Arrêtons-nous à ce nouveau venu, la « variabilité interne du système climatique ». En bonne philosophie, on doit se demander ce qu’il faut entendre par là. Personne à ma connaissance ne l’a véritablement définie. On pourrait dire que la variabilité interne est ce que ferait la Terre si nous ne l’encombrions pas de notre présence, plus précisément, ce qu’elle faisait avant l’avènement de l’industrie humaine moderne. La quantité de CO2 d’origine anthropique étant quasiment nulle dans les époques antérieures, c’est donc cette variabilité qui était, seule, responsable de tous les bouleversements subis par la Terre : grandes glaciations et reculs des glaciers, optimum de températures du Moyen Age et petit âge glaciaire, tous les changements climatiques dont témoignent les carottages de Camp Century (voir mon livre, p. 86 et p. 96), etc. Ainsi la variabilité interne, mise en avant ici, est-elle l’agent le plus naturel qui soit et, historiquement, le plus puissant.

Agent le plus naturel, et en même temps le plus saugrenu, dans le tableau que dressent ces maîtres à penser de l’obédience giécienne. L’adjoindre à la liste des agents évoqués plus haut n’a guère de sens, sauf qu’il révèle l’absurdité du dogme.

Les deux volets de l’alternative sont en effet :

–   Soit les agents incriminés de la première liste (le CO2, etc.) sont vraiment dominants et empêchent tout hiatus (rappelons-le, nous sommes dans l’ordre de grandeur de quelques dixièmes de degré).

–   Soit ces agents ne suffisent pas, et alors l’appel à la variabilité s’impose, et son impact peut être à la demande de 5%, 30%, … 100% ! Voici une entité fantomatique et à « géométrie variable » qui surgit miraculeusement, à l’image de l’éther de l’ancienne physique.

La variabilité interne devient dans ce dernier cas une sorte d’entité métaphysique, dont on ne sait rien, elle est juste là pour combler les lacunes laissées par les autres agents : elle s’active lorsque les effets irréversibles et pérennes qu’on impute aux causes anthropiques sont aux abonnés absents.

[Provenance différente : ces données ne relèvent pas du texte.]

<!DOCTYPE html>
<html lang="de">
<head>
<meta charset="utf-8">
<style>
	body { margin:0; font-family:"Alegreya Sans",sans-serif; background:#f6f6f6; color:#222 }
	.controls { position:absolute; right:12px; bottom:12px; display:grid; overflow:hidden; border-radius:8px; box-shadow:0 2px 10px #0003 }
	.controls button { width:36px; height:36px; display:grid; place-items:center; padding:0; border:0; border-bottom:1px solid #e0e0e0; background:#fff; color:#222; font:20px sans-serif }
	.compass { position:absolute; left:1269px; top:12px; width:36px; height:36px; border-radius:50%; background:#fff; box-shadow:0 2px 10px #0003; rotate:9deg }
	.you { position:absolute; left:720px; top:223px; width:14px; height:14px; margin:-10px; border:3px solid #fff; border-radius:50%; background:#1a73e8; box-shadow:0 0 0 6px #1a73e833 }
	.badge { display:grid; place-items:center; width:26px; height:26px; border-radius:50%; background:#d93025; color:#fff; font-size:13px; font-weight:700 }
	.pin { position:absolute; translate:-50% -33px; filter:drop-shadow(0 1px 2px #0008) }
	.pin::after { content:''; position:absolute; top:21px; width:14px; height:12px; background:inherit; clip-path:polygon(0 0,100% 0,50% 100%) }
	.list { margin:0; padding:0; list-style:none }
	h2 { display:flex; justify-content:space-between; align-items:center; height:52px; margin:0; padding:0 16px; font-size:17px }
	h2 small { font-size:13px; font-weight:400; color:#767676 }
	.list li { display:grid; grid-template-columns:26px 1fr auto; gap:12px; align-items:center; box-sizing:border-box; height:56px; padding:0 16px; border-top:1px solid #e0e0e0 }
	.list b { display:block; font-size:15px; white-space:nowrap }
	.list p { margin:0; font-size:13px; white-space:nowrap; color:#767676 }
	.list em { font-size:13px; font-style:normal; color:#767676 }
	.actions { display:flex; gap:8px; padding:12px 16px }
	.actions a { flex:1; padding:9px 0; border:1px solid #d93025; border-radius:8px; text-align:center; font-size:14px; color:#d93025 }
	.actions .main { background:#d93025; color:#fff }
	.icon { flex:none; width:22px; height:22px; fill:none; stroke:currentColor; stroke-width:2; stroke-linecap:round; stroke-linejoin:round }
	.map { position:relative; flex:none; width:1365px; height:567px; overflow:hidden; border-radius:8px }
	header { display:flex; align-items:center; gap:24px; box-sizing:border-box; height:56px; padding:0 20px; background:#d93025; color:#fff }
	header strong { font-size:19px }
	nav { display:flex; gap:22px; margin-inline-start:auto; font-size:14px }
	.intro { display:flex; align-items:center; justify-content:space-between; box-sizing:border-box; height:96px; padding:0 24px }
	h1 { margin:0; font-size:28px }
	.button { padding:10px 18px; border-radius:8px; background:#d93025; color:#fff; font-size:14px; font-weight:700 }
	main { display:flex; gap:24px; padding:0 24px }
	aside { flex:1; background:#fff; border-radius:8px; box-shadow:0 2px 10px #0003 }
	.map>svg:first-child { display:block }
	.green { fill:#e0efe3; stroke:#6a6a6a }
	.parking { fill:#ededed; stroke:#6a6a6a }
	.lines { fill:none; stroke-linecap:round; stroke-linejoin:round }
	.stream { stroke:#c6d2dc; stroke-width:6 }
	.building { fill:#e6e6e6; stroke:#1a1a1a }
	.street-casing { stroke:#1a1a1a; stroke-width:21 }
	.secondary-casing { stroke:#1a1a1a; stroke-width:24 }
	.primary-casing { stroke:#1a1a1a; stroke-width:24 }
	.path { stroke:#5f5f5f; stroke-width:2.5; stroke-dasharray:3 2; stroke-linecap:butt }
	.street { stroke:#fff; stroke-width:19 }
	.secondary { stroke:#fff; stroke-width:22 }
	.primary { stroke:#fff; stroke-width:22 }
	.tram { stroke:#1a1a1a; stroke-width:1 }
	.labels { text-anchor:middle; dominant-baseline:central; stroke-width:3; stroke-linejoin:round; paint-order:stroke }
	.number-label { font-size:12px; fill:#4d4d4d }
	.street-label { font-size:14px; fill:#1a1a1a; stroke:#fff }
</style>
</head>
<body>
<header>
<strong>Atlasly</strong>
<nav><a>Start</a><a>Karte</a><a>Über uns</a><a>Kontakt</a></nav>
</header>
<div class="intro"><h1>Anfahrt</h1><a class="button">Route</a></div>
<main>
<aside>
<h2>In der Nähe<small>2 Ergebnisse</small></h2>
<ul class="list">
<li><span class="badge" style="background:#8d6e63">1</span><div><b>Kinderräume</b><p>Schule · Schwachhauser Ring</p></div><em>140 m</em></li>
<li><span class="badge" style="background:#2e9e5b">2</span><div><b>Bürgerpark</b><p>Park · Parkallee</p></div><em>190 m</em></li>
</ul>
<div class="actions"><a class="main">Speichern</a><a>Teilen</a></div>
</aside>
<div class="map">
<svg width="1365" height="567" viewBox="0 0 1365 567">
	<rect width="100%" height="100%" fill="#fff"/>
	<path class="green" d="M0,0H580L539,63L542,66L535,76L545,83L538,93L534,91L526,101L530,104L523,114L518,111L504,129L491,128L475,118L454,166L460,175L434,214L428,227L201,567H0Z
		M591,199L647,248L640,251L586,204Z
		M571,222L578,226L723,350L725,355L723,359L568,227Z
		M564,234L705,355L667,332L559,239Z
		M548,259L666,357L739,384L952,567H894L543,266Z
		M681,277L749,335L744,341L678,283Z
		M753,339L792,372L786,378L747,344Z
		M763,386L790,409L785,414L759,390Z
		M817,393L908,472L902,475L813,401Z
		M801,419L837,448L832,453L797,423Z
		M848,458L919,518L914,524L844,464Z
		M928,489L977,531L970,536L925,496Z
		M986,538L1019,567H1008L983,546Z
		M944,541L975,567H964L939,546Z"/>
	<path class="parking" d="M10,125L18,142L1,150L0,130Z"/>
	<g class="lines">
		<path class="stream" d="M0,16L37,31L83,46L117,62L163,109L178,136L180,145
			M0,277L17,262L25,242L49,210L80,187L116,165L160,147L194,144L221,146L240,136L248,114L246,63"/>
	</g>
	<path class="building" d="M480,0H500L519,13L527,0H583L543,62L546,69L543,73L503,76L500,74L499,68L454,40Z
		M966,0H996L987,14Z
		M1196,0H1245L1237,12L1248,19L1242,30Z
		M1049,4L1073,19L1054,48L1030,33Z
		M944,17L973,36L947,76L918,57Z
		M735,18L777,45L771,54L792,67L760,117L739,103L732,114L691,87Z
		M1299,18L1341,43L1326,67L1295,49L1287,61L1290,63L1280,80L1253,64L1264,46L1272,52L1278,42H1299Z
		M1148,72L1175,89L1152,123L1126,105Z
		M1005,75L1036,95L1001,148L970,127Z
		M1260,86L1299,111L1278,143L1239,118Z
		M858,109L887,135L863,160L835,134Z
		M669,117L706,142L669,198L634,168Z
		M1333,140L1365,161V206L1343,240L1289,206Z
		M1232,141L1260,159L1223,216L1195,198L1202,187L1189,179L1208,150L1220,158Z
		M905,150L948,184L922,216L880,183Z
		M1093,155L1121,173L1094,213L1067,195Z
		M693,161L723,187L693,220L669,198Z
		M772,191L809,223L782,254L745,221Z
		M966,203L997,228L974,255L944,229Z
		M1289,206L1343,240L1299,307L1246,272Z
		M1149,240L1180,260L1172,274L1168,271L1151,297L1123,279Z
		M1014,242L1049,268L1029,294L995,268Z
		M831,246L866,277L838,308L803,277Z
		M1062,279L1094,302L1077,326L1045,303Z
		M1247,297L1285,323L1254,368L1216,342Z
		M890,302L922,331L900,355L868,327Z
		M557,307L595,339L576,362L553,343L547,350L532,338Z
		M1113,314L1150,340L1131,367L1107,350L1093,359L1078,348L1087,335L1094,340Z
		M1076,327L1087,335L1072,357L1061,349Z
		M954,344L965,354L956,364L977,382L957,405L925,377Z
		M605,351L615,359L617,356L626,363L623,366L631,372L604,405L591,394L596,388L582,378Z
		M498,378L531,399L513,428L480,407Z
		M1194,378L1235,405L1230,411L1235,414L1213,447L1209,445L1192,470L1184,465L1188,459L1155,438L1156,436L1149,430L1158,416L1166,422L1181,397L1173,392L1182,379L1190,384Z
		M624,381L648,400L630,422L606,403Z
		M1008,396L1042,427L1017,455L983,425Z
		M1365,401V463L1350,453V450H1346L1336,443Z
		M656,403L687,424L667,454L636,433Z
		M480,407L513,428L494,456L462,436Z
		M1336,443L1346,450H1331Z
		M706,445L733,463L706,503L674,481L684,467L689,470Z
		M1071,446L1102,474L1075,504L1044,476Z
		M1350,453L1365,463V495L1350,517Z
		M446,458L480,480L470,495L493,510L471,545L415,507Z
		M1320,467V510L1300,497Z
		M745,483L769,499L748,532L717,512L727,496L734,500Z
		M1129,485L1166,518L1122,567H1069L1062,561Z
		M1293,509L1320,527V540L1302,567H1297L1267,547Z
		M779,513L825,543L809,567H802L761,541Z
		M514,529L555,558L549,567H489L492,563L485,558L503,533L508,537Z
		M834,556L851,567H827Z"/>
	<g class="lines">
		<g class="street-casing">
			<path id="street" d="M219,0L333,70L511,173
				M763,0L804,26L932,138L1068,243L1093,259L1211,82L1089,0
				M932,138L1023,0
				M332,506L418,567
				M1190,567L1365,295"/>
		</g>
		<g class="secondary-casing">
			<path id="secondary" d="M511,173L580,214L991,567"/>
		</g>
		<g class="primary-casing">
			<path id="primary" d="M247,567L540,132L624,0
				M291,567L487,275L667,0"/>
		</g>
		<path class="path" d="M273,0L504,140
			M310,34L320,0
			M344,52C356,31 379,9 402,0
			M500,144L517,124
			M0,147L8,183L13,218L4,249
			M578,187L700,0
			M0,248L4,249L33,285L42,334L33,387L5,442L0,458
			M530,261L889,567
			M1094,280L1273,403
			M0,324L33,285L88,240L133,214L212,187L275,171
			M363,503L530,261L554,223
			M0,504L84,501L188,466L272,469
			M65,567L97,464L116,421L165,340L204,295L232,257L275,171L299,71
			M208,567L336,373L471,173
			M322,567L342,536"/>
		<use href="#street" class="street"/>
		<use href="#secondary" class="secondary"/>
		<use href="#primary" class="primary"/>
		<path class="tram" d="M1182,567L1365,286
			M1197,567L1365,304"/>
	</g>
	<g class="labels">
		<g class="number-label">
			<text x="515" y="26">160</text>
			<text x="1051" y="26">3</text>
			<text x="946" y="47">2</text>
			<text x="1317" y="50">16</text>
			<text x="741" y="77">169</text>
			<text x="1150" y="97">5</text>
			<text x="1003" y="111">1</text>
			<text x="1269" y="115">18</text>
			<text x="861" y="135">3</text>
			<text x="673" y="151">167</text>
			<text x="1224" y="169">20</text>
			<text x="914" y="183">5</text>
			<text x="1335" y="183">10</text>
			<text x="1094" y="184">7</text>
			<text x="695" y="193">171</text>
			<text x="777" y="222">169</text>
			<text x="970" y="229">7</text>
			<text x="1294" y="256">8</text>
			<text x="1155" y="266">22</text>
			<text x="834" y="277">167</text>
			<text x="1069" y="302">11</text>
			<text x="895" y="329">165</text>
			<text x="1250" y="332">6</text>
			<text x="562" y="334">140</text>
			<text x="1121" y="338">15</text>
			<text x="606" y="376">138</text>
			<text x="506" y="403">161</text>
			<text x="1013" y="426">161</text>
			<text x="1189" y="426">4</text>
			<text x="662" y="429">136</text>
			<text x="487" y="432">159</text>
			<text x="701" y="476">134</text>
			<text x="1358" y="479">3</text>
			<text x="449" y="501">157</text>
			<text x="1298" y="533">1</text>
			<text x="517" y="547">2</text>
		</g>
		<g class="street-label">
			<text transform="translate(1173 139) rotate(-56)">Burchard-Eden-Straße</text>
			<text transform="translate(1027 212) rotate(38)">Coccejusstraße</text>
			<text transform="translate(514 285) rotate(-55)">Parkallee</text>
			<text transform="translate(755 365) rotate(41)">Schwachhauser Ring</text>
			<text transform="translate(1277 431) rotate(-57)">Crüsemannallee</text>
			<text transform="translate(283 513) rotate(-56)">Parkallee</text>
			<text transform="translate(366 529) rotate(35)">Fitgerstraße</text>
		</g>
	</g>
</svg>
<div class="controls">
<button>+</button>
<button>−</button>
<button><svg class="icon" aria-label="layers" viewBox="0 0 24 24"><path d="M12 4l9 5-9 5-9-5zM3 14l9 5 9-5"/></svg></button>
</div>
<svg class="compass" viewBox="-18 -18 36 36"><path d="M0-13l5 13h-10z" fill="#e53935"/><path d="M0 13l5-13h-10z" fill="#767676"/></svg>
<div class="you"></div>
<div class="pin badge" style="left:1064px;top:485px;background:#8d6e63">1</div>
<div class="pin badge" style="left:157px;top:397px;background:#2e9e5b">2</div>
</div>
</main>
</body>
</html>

La variabilité interne a dirigé tous les changements climatiques jusque vers 1900. La Nature aurait-elle changé sa manière de fonctionner précisément au moment où le GIEC s’avise de ces 0,7ºC en cent vingt ans. La variabilité interne, qui a fait remonter les glaciers de Lyon sur environ 400 km, jusqu’à nos montagnes, n’aurait pas été en mesure d’assumer cette augmentation de température ni les reculs de nos glaciers de quelques centaines de mètres ? Ce n’est pas sérieux !

En bref, la variabilité interne est le moteur de secours enclenché par le GIEC, quand la Nature lui fait des misères.

La conclusion de l’article « Mann 2011 » renforce encore l’impression désolante que dégage l’ensemble de cette argumentation : « La découverte de ce que le récent hiatus est largement dirigé par des facteurs naturels ne doit pas contredire l’hypothèse que ˝la majorité des augmentations de la température moyenne globale depuis le milieu du XXe siècle est très probablement due à l’accroissement anthropogénique de la concentration de gaz à effet de serre˝. Comme indiqué dans la figure 1[15], l’activité anthropogénique qui chauffe et refroidit [tiens, tiens !] la planète, largement affaiblie après 1998 [et pourquoi ça, tout d’un coup !], permet aux variables naturelles de jouer un rôle plus significatif. Le hiatus de 1998-2008 n’est pas la première période dans l’enregistrement instrumental des températures où les effets de changements anthropogéniques dans les gaz à effet de serre et les émissions sulfurées sur le forcing radiatif s’annulent. Dans les échantillons, les simulations indiquent que la température n’augmente pas entre 1940 et 1970, à cause de l’effet refroidissant des émissions sulfurées qui augmente légèrement plus vite que l’effet réchauffant des gaz à effet de serre. »

On peut se demander où cette dernière affirmation est démontrée. C’est clairement un argument ad hoc, qui permet d’occulter la misère de l’argumentation.

On y découvre au moins :

l la confirmation qu’il y a un hiatus et que celui-ci est largement dirigé par des facteurs naturels,

l que l’activité anthropogénique chauffe et refroidit,

l que la température n’augmente pas entre 1940 et 1970, alors que la quantité de CO2 a continué à augmenter dans l’atmosphère.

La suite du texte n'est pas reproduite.